Election /

Starbuck Asks Court to Overturn Tennessee GOP's Decision to Remove Him from Ballot

'We won't back down from this fight because people need to decide elections,' Starbuck told Timcast


A Republican congressional candidate who was removed from the primary ballot in Tennessee is asking a federal court to intercede on his behalf.

Robby Starbuck, a video producer who is running in the state’s 5th Congressional District, was removed from the Republican primary ballot in April.

The Tennesee GOP said he and two other candidates — former State Department spokeswoman Morgan Ortagus and businessman Baxter Lee – did not qualify as they were not “bona fide” Republicans.

Starbucks said removing him from the ballot was unconstitutional and stemmed from a legislative effort to prevent new residents from running for federal office.

His legal team also argues the party’s executive committee’s decision violated the Tennessee Open Meetings Act as it held its vote in secret.

Starbuck filed a lawsuit against GOP Chair Scott Golden, Tennessee Secretary of State Tre Hargett and state coordinator of elections Mark Goins in the state’s Middle District Court on May 2.

“The [Tennessee Republican Party’s] instruction to the state to remove Mr. Starbuck from the primary ballot in the upcoming election … for reasons beyond its narrowly prescribed lawful power to disqualify non-Republicans, was … arbitrary, capricious, unsupported by the evidence, and contrary to law,” according to the lawsuit, per NBC.

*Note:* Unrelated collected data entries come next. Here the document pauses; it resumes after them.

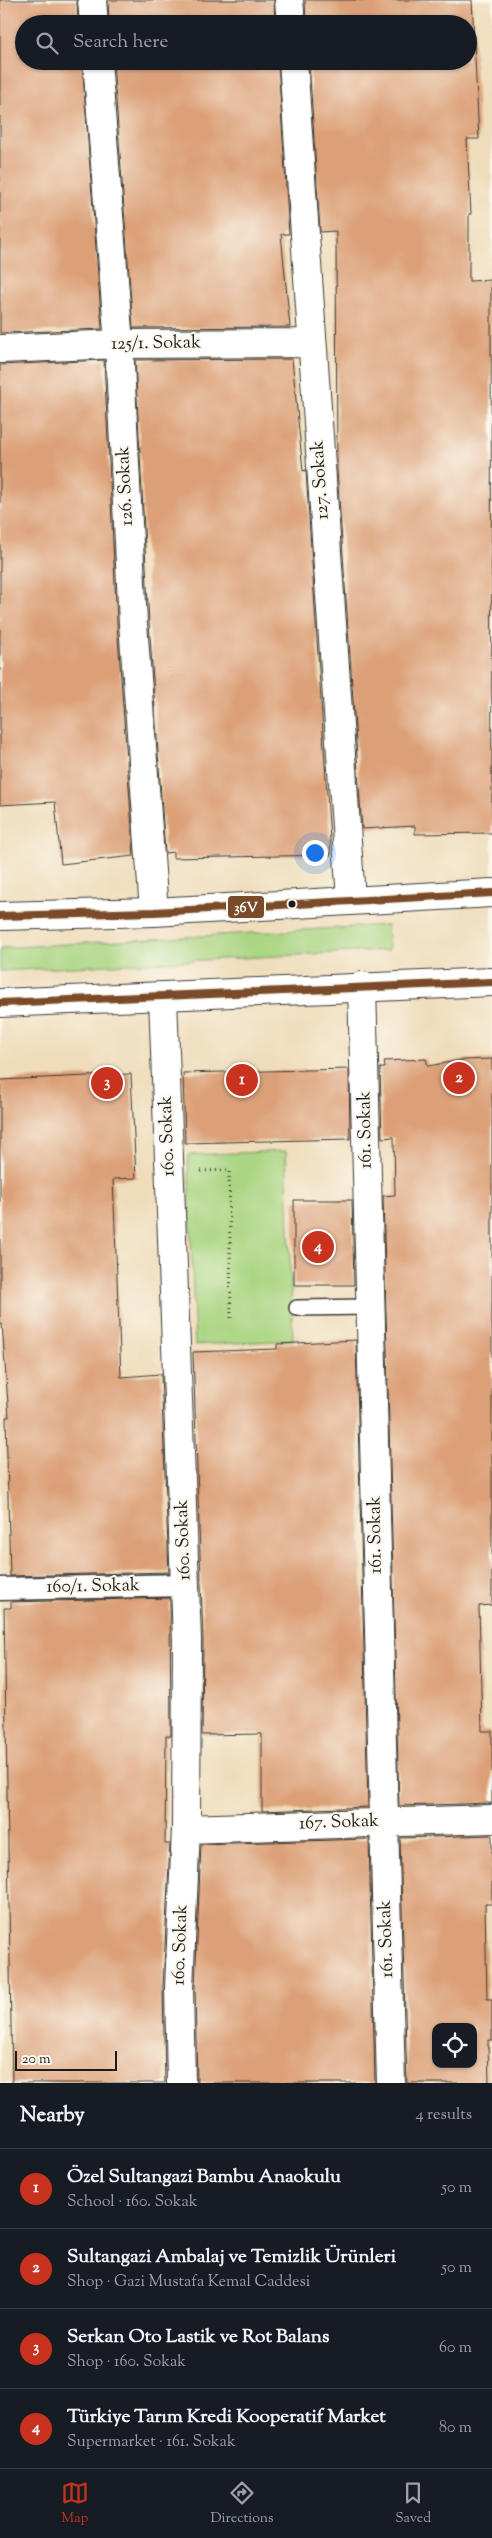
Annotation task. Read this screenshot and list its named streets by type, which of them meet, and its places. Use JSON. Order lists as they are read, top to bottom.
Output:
{
  "streets": {
    "street": [
      "125/1. Sokak",
      "127. Sokak",
      "126. Sokak",
      "161. Sokak",
      "160. Sokak",
      "160/1. Sokak",
      "167. Sokak"
    ]
  },
  "crossings": [
    ["125/1. Sokak", "127. Sokak"],
    ["125/1. Sokak", "126. Sokak"],
    ["161. Sokak", "167. Sokak"],
    ["160. Sokak", "160/1. Sokak"],
    ["160. Sokak", "167. Sokak"]
  ],
  "lines": ["transit line 36V"],
  "scale_bar": "20 m",
  "page": {
    "search": "Search here",
    "pins": [
      "2",
      "1",
      "3",
      "4"
    ],
    "scale": "20 m",
    "heading": ["Nearby", "4 results"],
    "list": [
      {
        "mark": "1",
        "name": "Özel Sultangazi Bambu Anaokulu",
        "note": "School · 160. Sokak",
        "value": "50 m"
      },
      {
        "mark": "2",
        "name": "Sultangazi Ambalaj ve Temizlik Ürünleri",
        "note": "Shop · Gazi Mustafa Kemal Caddesi",
        "value": "50 m"
      },
      {
        "mark": "3",
        "name": "Serkan Oto Lastik ve Rot Balans",
        "note": "Shop · 160. Sokak",
        "value": "60 m"
      },
      {
        "mark": "4",
        "name": "Türkiye Tarım Kredi Kooperatif Market",
        "note": "Supermarket · 161. Sokak",
        "value": "80 m"
      }
    ],
    "nav": ["Map", "Directions", "Saved"]
  }
}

Under the party’s bylaws, potential candidates for the Republican primary can prove they are “bona fide” members by having participated in three of the previous four elections or providing the executive committee letters from other Republicans vouching for them.

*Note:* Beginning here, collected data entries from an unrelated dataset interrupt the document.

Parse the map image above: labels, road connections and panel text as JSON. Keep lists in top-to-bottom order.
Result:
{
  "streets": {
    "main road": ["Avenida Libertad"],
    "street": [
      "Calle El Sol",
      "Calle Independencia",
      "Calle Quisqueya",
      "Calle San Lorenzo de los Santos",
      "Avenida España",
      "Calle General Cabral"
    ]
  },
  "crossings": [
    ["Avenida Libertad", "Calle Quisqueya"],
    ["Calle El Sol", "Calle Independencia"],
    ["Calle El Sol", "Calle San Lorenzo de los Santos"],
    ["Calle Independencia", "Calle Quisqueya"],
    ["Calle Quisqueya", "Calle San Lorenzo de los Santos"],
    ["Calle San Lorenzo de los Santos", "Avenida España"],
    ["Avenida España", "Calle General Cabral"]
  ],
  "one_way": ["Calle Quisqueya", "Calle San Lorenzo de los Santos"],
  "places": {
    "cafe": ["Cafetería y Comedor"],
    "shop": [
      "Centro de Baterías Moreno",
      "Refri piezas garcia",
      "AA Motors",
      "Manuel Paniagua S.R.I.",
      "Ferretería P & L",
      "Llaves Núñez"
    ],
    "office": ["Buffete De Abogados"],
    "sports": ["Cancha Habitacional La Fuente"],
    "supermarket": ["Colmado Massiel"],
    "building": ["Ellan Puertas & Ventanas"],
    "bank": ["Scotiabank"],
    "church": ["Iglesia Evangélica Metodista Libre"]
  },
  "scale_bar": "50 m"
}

“We won’t back down from this fight because people need to decide elections,” Starbuck told Timcast. “This was done because our support is so tremendous and they fear a real America First candidate like me winning because it puts their stranglehold on power into question. If I win, it means the people are taking control.”

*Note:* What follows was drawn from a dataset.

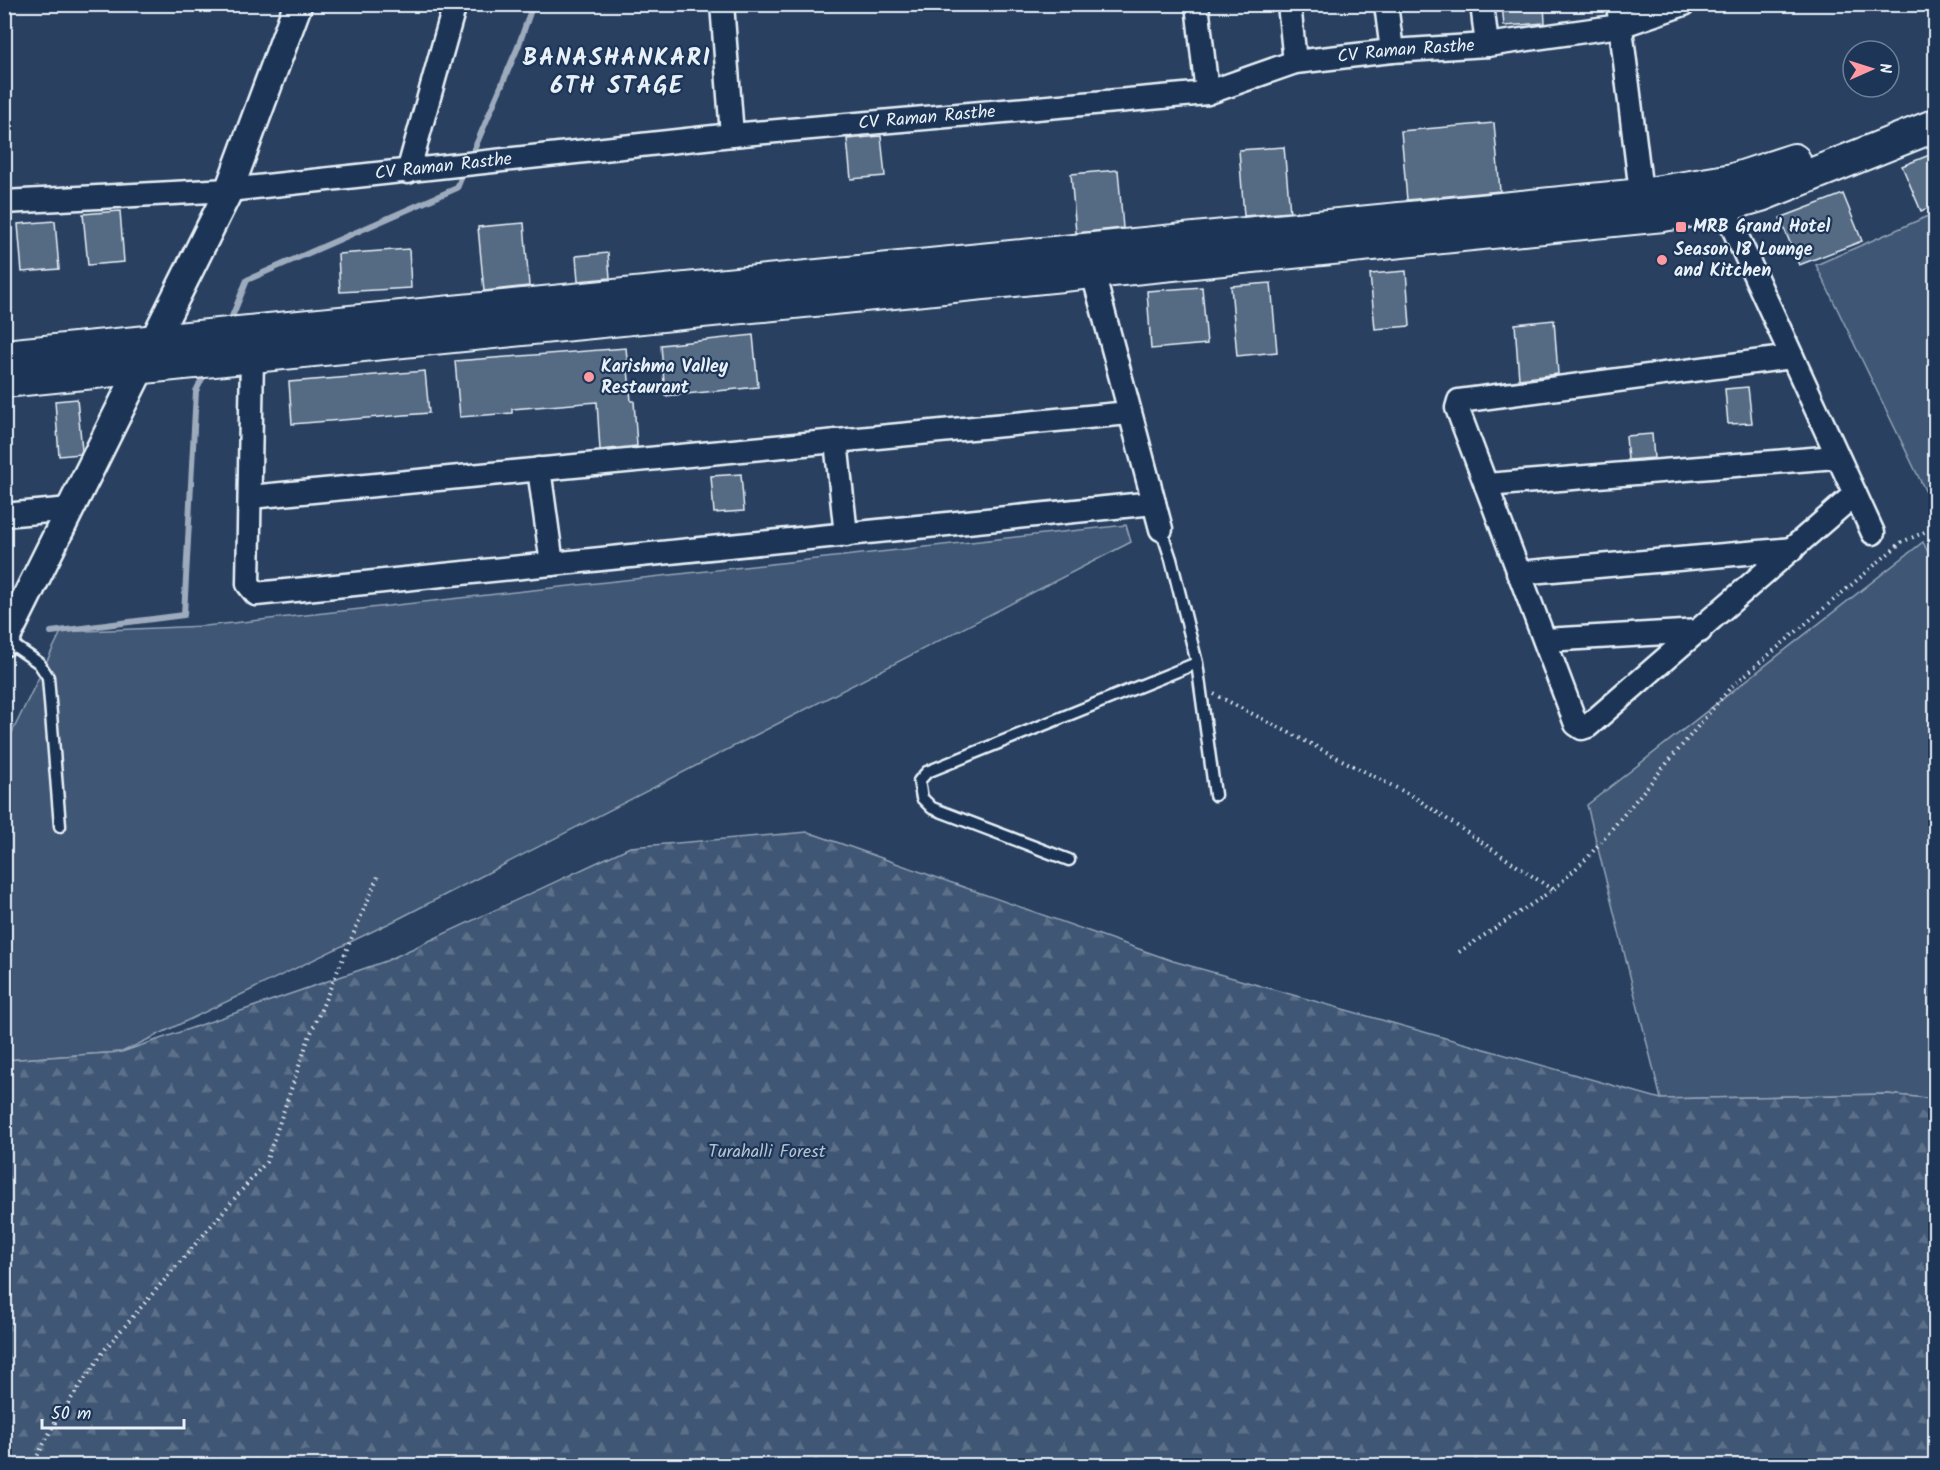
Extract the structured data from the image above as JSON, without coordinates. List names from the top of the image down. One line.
{"streets":{"street":["CV Raman Rasthe"]},"districts":["BANASHANKARI 6TH STAGE"],"parks":["Turahalli Forest"],"places":{"transit":["MRB Grand Hotel"],"other":["Season 18 Lounge and Kitchen","Karishma Valley Restaurant"]},"scale_bar":"50 m","north":"right"}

“It was always going to be a fight,” he added. “We may not have asked for it, but it’s a fight we welcome and a fight we will win.”

“I took this major step to fight for the rights of Tennessee voters, only after the state party, in the face of a detailed legal demand and a mountain of evidence, refused to do the right thing and correct what they did wrong by disenfranchising their own voters,” Starbuck said in a statement on Twitter.

“Our complaint alleges that state GOP used secret and irregular means to prevent a FREE and FAIR election consistent with the state party bylaws, and state and federal law,” the candidate continued.

Ortagus, who was endorsed by President Donald Trump, appears to have no plans to fight the state party’s decision. 

Ortagus’s website, which featured multiple endorsements and mentions of former President Donald Trump, is now a simple landing page with the tag line, ‘Thank You’ on a browser tab,” notes The National Pulse.

The candidates that are currently set to appear on the Republican primary ballot for the 5th Congressional district include Speaker of the House Beth Harwell, Maury County Mayor Andy Ogles and retired National Guard Brigadier General Kurt Winstead.

The primary will be held on Aug. 4, 2022.